Amazon Kinesis Streams is managed service hosting by AWS that provides a pipeline for continuous streaming of various types of data between data producers and data consumers. Data producers emit message data that flows through Kinesis Streams and is then consumed by the data consumers.
The messages that flow through Kinesis can include logs, streaming metrics, notifications, or almost any other type of data. From there, Kinesis can expose that data for data consumers, which could ingest, store, or process that data for analysis with various data analytics tools.

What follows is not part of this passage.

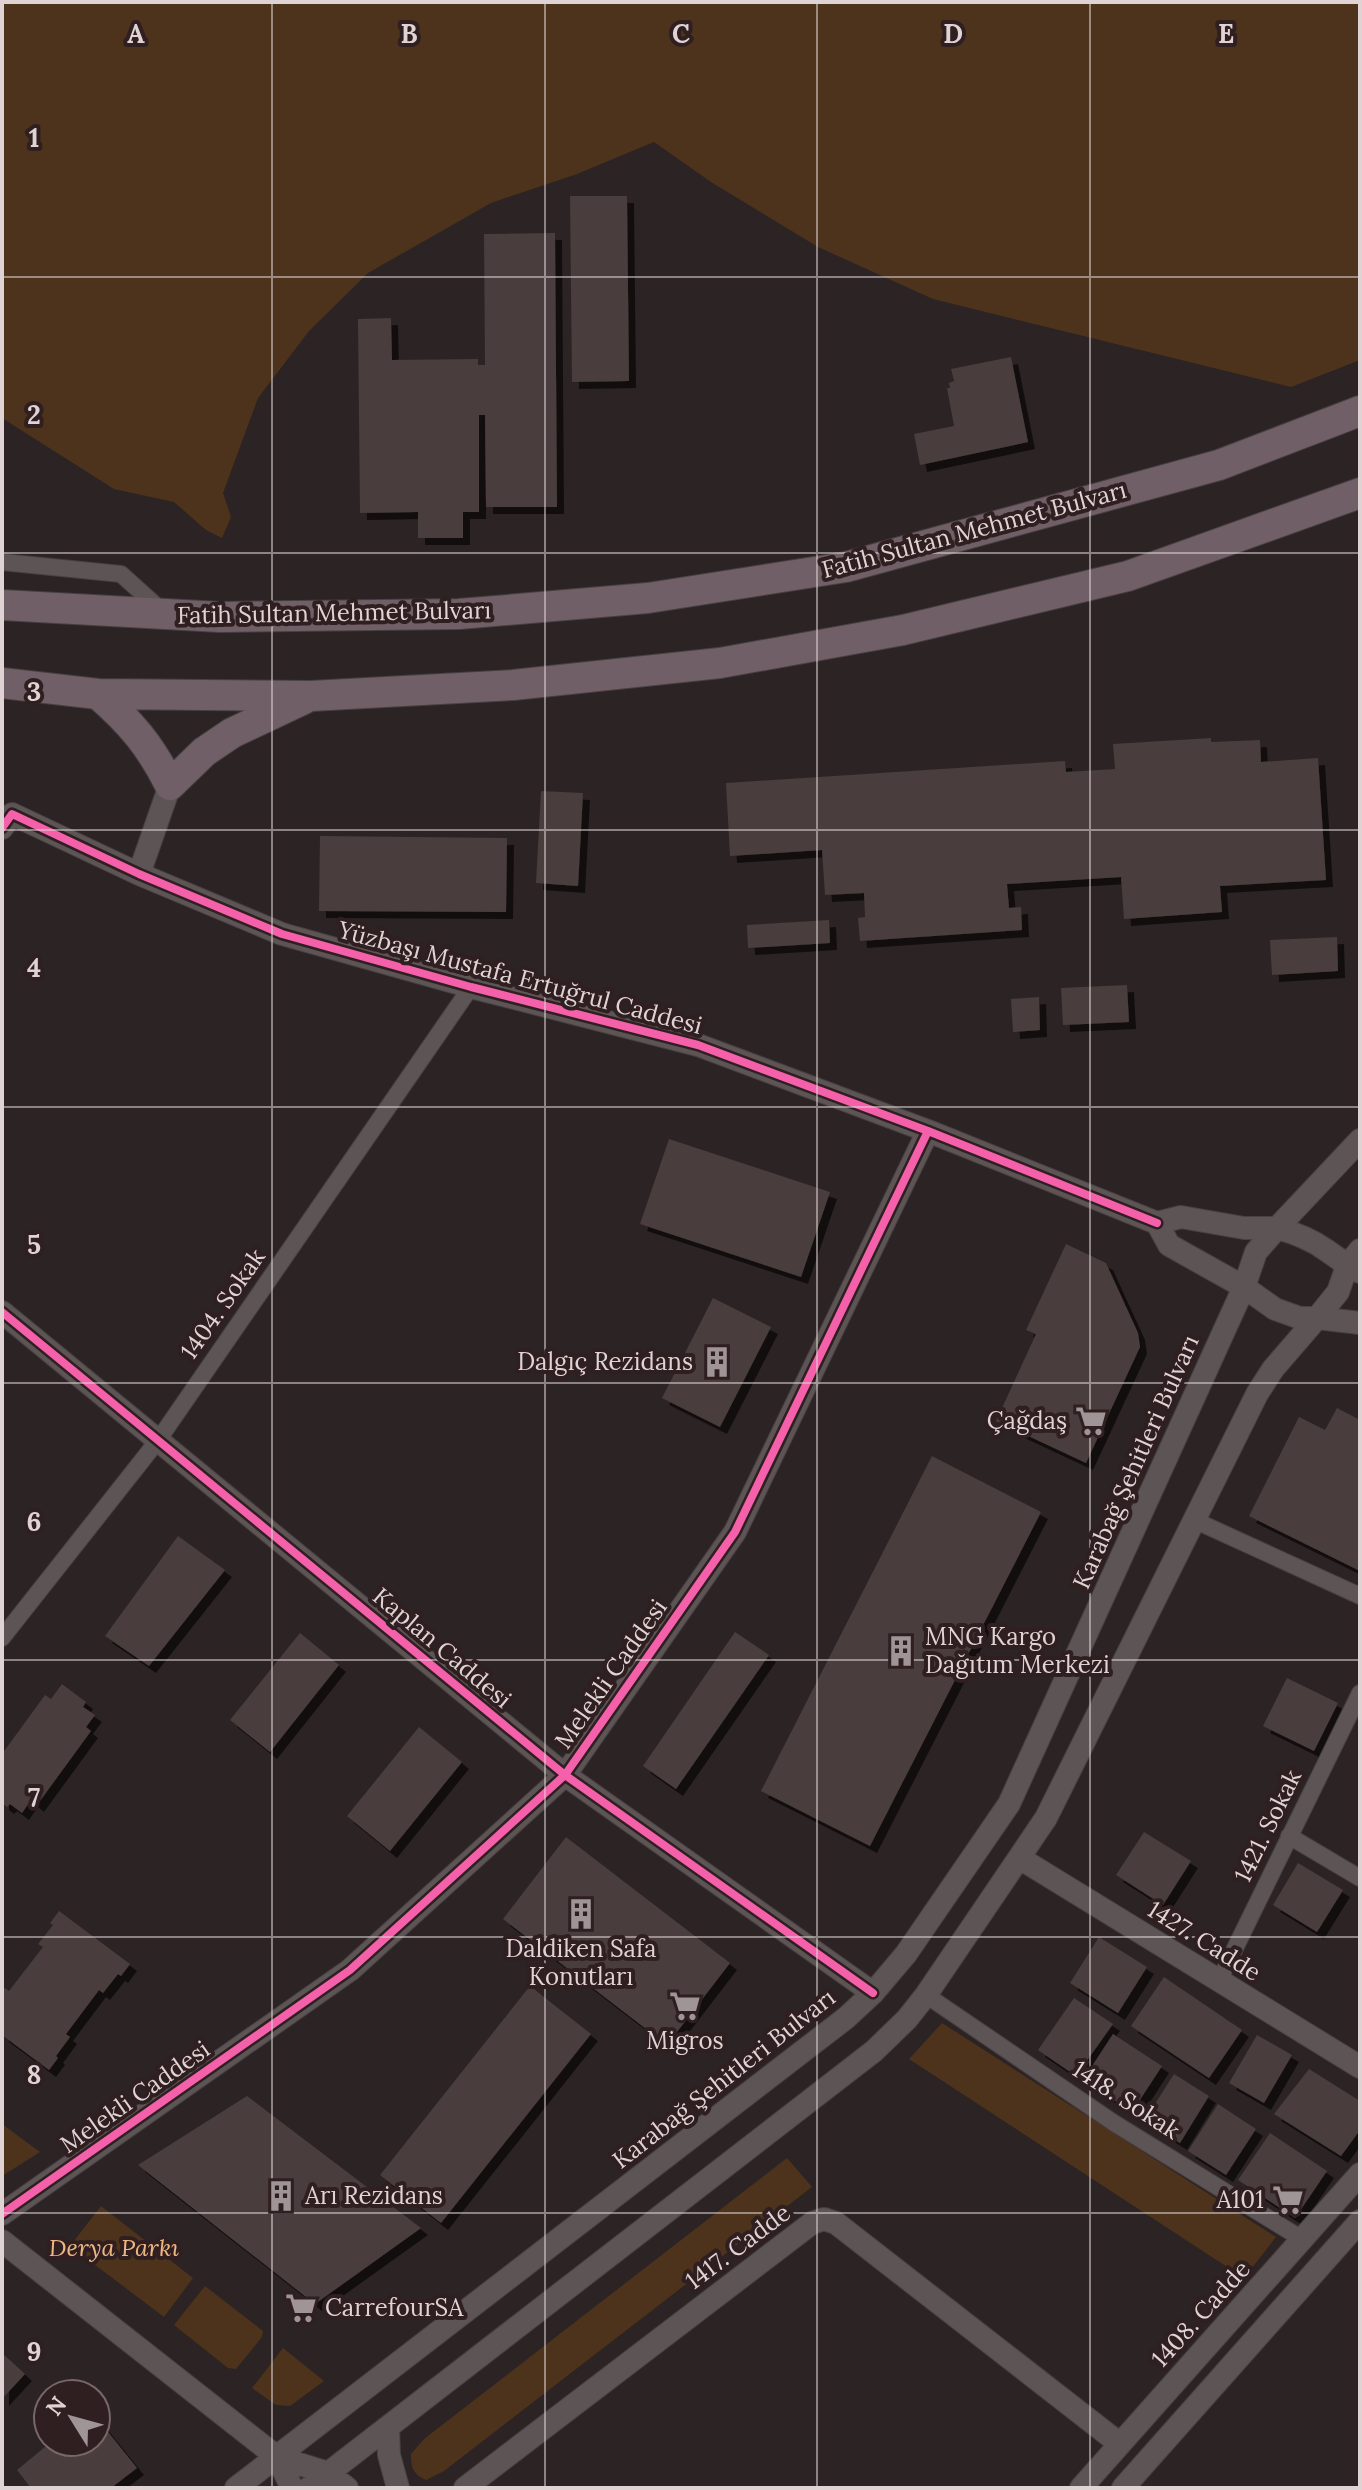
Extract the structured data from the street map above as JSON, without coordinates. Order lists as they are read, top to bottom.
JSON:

This is Part 1 of a two-part post. In this post, we’re going to dive into the metrics provided by Amazon when using Kinesis; give a brief description of what each means; and try to cover some of the best practices surrounding the metrics provided by Kinesis and Metricly.

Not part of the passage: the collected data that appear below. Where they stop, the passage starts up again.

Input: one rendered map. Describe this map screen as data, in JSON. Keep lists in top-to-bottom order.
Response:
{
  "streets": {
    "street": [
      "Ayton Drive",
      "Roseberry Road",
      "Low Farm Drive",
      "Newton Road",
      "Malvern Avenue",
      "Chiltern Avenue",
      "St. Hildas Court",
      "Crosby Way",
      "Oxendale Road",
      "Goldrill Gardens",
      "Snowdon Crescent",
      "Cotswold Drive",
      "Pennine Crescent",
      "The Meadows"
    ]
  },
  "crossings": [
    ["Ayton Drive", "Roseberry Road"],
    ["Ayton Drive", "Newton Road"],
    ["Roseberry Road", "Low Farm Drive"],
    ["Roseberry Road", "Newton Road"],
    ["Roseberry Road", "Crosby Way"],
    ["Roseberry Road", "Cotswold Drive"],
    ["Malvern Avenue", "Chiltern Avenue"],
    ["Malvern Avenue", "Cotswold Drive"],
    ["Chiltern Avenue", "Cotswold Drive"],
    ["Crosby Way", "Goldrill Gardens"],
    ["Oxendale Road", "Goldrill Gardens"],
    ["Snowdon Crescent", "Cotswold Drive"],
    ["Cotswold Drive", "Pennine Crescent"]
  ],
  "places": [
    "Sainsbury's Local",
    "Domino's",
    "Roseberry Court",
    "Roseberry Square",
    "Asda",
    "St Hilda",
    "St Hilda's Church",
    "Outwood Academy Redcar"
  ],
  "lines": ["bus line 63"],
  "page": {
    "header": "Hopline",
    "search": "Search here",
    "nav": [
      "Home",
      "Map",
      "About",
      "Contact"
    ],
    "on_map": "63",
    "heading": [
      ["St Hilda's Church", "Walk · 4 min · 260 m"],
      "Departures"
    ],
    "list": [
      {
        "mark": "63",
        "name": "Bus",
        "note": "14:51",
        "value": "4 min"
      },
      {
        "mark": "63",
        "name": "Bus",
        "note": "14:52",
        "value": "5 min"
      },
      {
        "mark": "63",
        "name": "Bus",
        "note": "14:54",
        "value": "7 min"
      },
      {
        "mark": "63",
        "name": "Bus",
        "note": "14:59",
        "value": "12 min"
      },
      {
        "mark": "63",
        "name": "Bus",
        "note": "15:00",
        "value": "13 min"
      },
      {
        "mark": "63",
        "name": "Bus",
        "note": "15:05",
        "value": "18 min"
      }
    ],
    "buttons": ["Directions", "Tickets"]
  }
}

Kinesis Streams Monitoring Metrics
Simply put, collected metrics are those provided by your infrastructure, middleware, and applications. These are the standard metrics with which most technical teams are familiar, such as CPU, disk, or network usage, as well as service-specific metrics like those that will be discussed in this post.
In November of 2016, Metricly announced an updated Quick Start Package for Kinesis. AWS and Metricly provide several different metrics to help monitor your message pipeline and the application stack that utilizes it. Each of these are covered briefly below.

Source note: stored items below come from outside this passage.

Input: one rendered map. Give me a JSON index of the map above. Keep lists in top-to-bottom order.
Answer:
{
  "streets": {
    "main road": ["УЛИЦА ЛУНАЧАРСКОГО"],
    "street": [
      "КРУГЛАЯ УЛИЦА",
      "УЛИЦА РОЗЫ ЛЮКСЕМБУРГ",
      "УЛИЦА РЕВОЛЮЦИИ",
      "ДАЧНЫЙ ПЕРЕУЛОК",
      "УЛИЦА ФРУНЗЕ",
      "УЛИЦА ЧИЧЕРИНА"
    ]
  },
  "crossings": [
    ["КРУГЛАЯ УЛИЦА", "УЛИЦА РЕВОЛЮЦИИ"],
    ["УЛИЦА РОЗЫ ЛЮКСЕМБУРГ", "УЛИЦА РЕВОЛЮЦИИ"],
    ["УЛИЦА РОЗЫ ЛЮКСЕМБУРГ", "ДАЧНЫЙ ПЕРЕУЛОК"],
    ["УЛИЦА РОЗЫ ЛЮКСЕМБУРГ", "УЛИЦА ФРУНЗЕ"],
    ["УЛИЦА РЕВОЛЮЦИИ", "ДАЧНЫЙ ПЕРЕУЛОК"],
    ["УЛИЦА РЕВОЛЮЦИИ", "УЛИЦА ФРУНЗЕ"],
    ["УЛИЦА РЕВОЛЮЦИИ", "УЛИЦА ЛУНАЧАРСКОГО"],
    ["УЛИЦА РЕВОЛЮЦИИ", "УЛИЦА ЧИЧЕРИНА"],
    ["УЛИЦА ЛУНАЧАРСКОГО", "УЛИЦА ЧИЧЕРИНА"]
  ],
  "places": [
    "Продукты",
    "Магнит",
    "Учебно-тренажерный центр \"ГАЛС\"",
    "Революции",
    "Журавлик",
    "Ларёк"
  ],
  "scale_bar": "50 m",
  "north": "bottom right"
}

Kinesis Streams Collected Metrics
The metrics provided by Amazon and Metricly for Kinesis are listed below. Key metrics to watch are specifically mentioned in the list.
- GetRecords.Bytes is the number of bytes retrieved from a Kinesis stream over a given time period by a single GetRecords request.
- GetRecords.IteratorAgeMilliseconds is the age in milliseconds of the last record retrieved from a stream by all GetRecords requests. The lower this metric the better, as a zero value indicates that records read by consumers are current with the stream.
- GetRecords.Latency tells how long in milliseconds it takes for GetRecords requests to complete during a given time period. Higher latency may indicate problems reading records from the stream.
- GetRecords.Records is the count of records retrieved from a shard over a given time period for a single GetRecords request.
- GetRecords.Success is the count of successful GetRecords performed per stream over a given time period.
- IncomingBytes is the number of bytes that are put into a stream by all PutRecord and PutRecords requests made to the stream over a given time period. This is a key metric to watch. Expect this to correlate very closely with the sum of data (in bytes) output by all of your producers using the PutRecord and PutRecords requests to the stream.
- IncomingRecords is the count of records successfully put into a stream by all PutRecord and PutRecords requests made during a given time period. This is also a key metric to watch. This should correlate very closely with the sum of PutRecord and PutRecords requests output by all of your producers.
- PutRecord.Bytes is the number of bytes put into a stream by the PutRecord requests made to a stream by data producers during a given time period.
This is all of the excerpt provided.